▸ **What is required**
Copy out precisely the line that holds "Give me a JSON" and all the lines following it in the data, up to and including the last one, and no others.

▸ **The input**
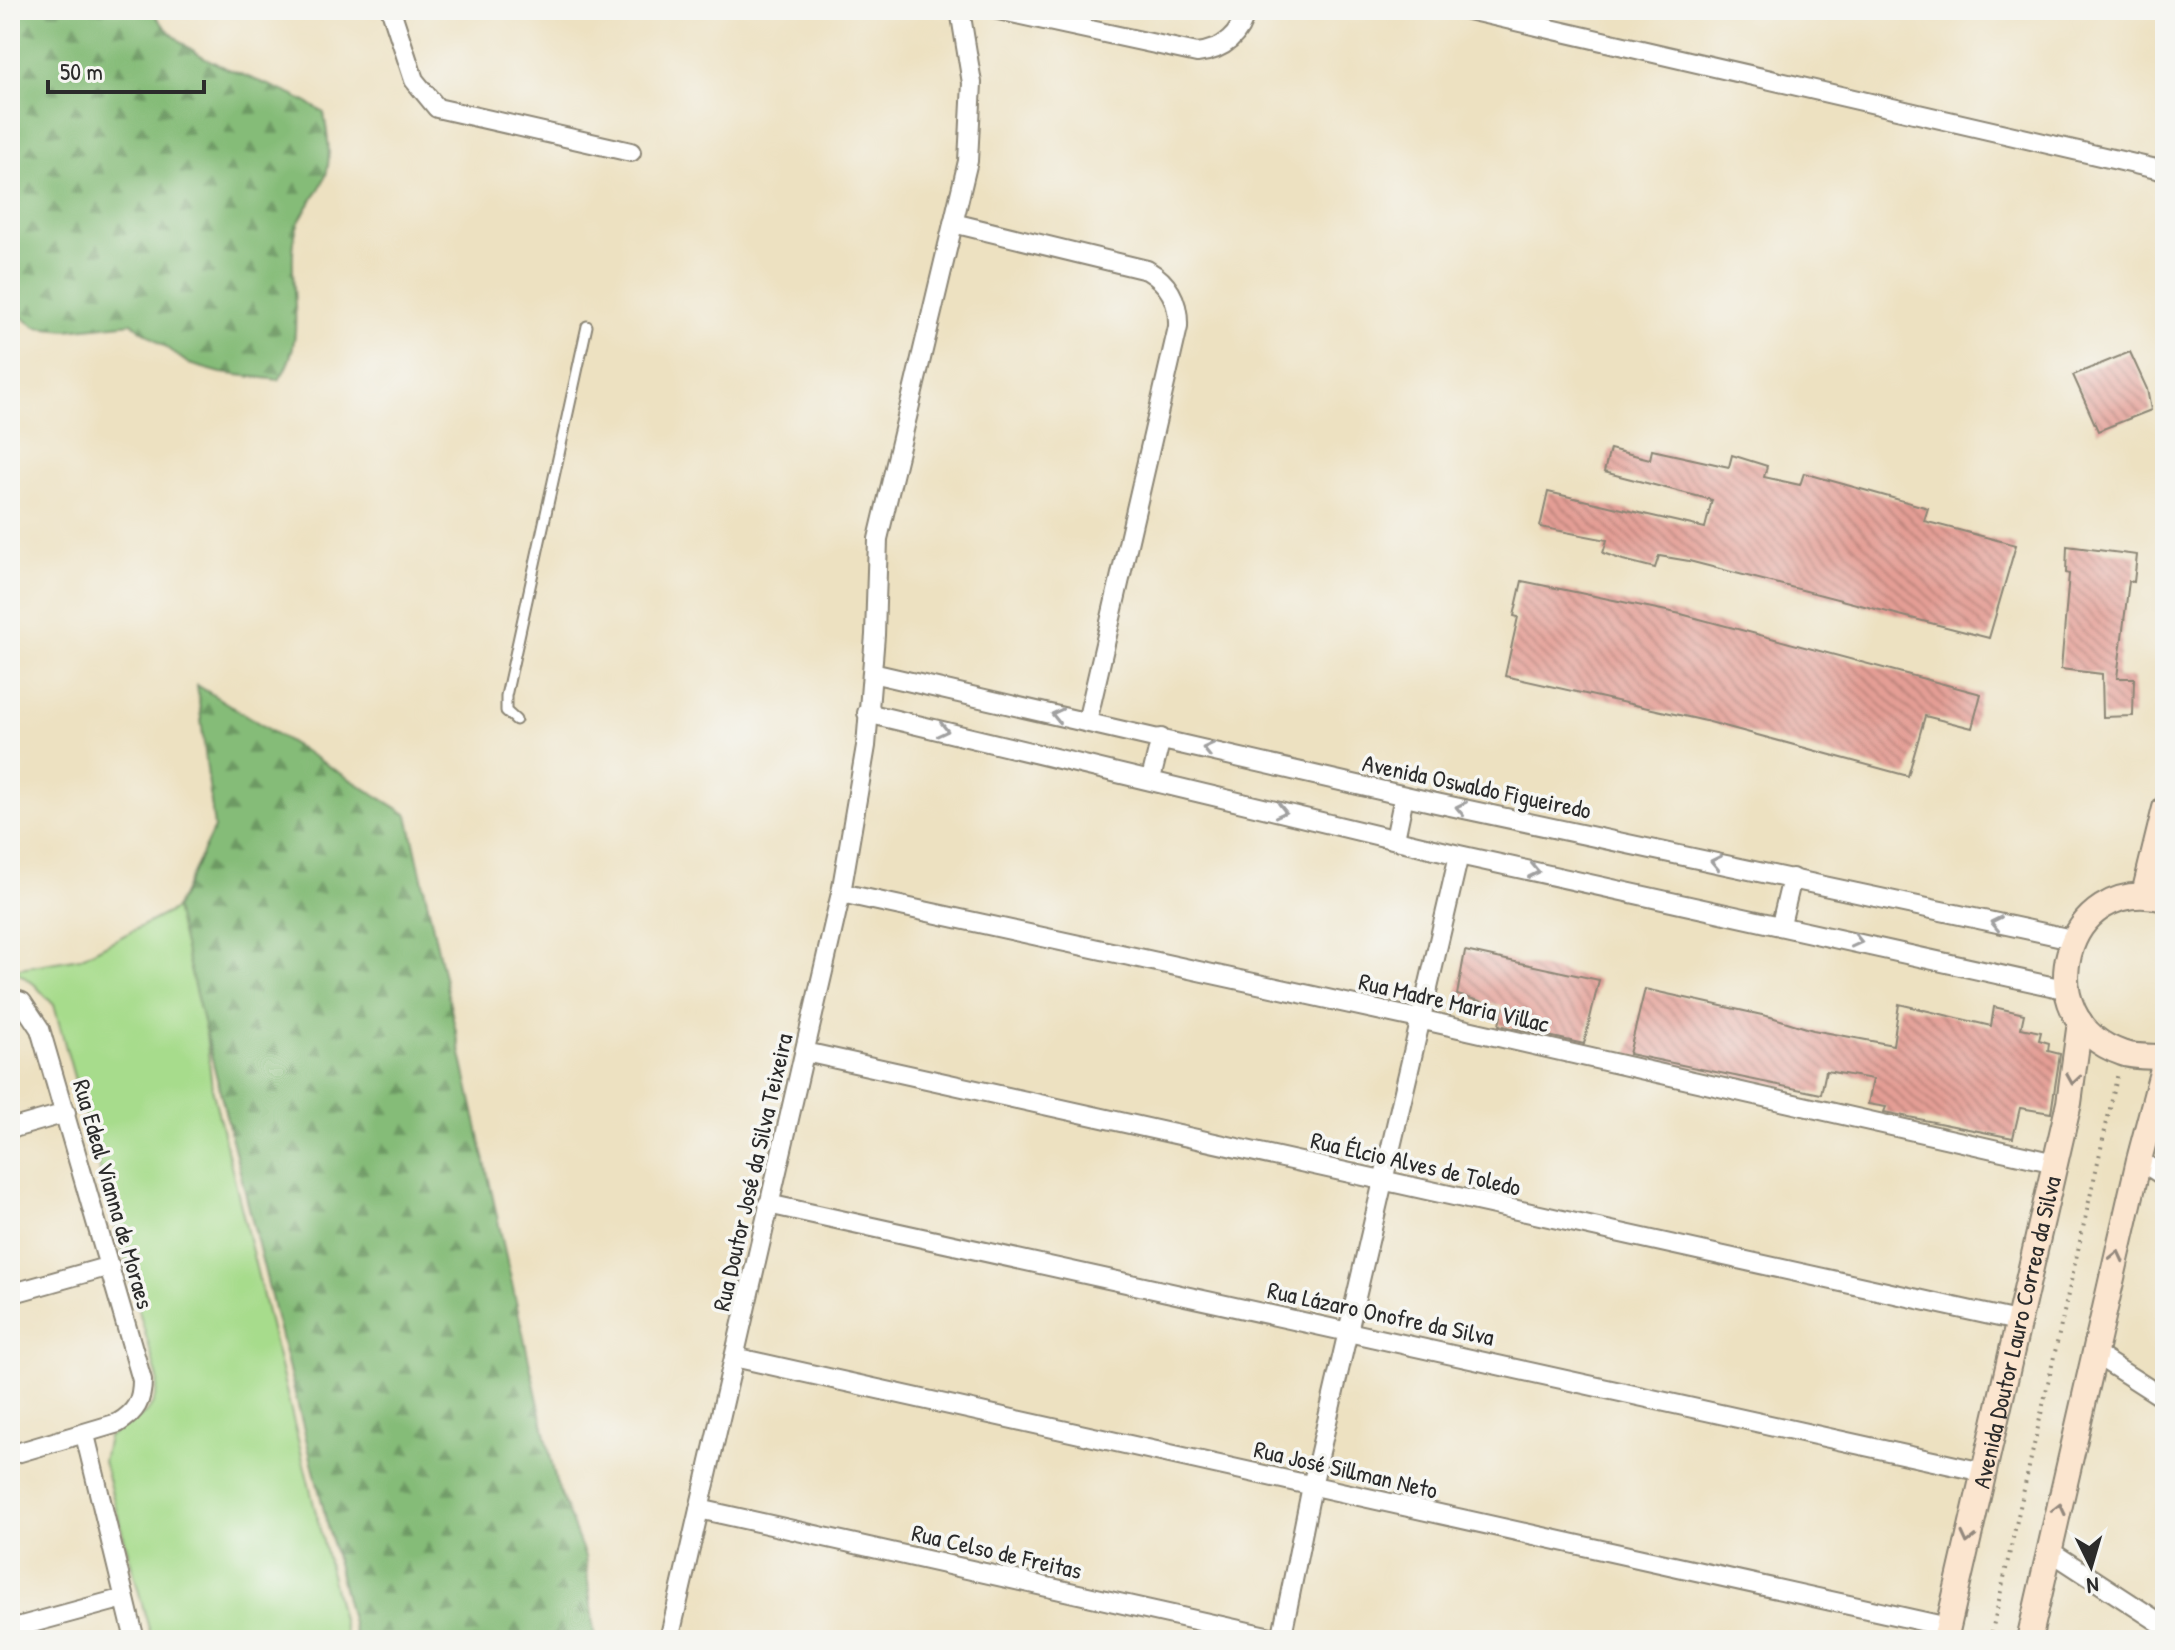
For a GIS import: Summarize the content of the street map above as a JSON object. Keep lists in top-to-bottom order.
{
  "streets": {
    "main road": ["Avenida Doutor Lauro Correa da Silva"],
    "street": [
      "Avenida Oswaldo Figueiredo",
      "Rua Madre Maria Villac",
      "Rua Élcio Alves de Toledo",
      "Rua Doutor José da Silva Teixeira",
      "Rua Edeal Vianna de Moraes",
      "Rua Lázaro Onofre da Silva",
      "Rua José Sillman Neto",
      "Rua Celso de Freitas"
    ]
  },
  "crossings": [
    ["Avenida Oswaldo Figueiredo", "Rua Doutor José da Silva Teixeira"],
    ["Rua Madre Maria Villac", "Rua Doutor José da Silva Teixeira"],
    ["Rua Madre Maria Villac", "Avenida Doutor Lauro Correa da Silva"],
    ["Rua Élcio Alves de Toledo", "Rua Doutor José da Silva Teixeira"],
    ["Rua Élcio Alves de Toledo", "Avenida Doutor Lauro Correa da Silva"],
    ["Rua Doutor José da Silva Teixeira", "Rua Lázaro Onofre da Silva"],
    ["Rua Doutor José da Silva Teixeira", "Rua José Sillman Neto"],
    ["Rua Doutor José da Silva Teixeira", "Rua Celso de Freitas"],
    ["Rua Lázaro Onofre da Silva", "Avenida Doutor Lauro Correa da Silva"],
    ["Avenida Doutor Lauro Correa da Silva", "Rua José Sillman Neto"]
  ],
  "scale_bar": "50 m",
  "north": "bottom"
}
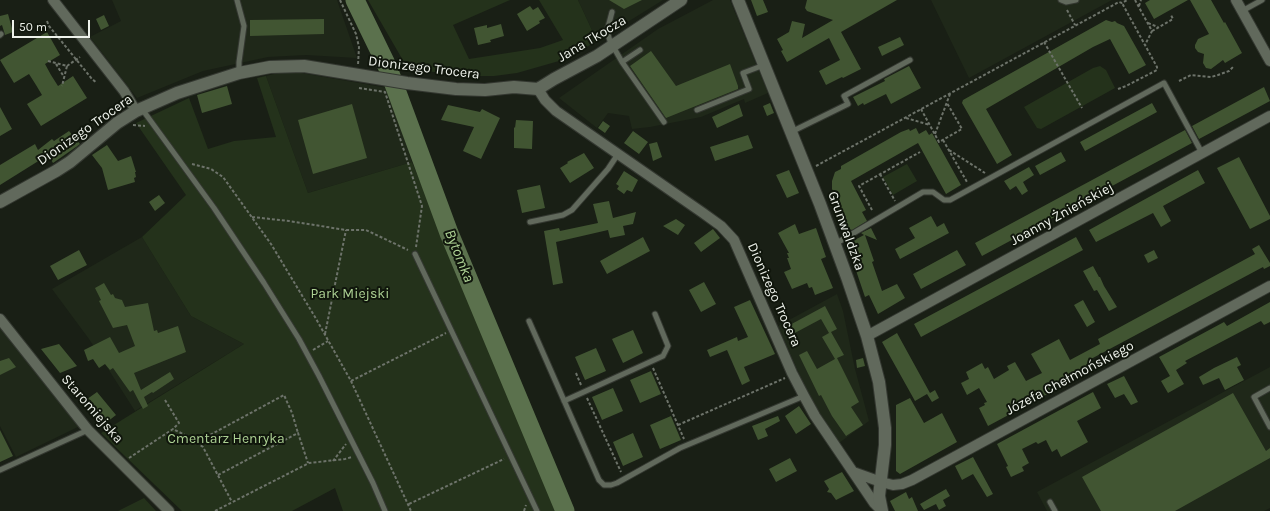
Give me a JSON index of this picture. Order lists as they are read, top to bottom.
{
  "streets": {
    "street": [
      "Jana Tkocza",
      "Dionizego Trocera",
      "Joanny Żnieńskiej",
      "Grunwaldzka",
      "Józefa Chełmońskiego",
      "Staromiejska"
    ]
  },
  "crossings": [
    ["Jana Tkocza", "Dionizego Trocera"],
    ["Dionizego Trocera", "Grunwaldzka"],
    ["Joanny Żnieńskiej", "Grunwaldzka"],
    ["Grunwaldzka", "Józefa Chełmońskiego"]
  ],
  "water": ["Bytomka"],
  "parks": ["Park Miejski", "Cmentarz Henryka"],
  "scale_bar": "50 m"
}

▸ **Exercise answer**
Give me a JSON index of this picture. Order lists as they are read, top to bottom.
{
  "streets": {
    "street": [
      "Jana Tkocza",
      "Dionizego Trocera",
      "Joanny Żnieńskiej",
      "Grunwaldzka",
      "Józefa Chełmońskiego",
      "Staromiejska"
    ]
  },
  "crossings": [
    ["Jana Tkocza", "Dionizego Trocera"],
    ["Dionizego Trocera", "Grunwaldzka"],
    ["Joanny Żnieńskiej", "Grunwaldzka"],
    ["Grunwaldzka", "Józefa Chełmońskiego"]
  ],
  "water": ["Bytomka"],
  "parks": ["Park Miejski", "Cmentarz Henryka"],
  "scale_bar": "50 m"
}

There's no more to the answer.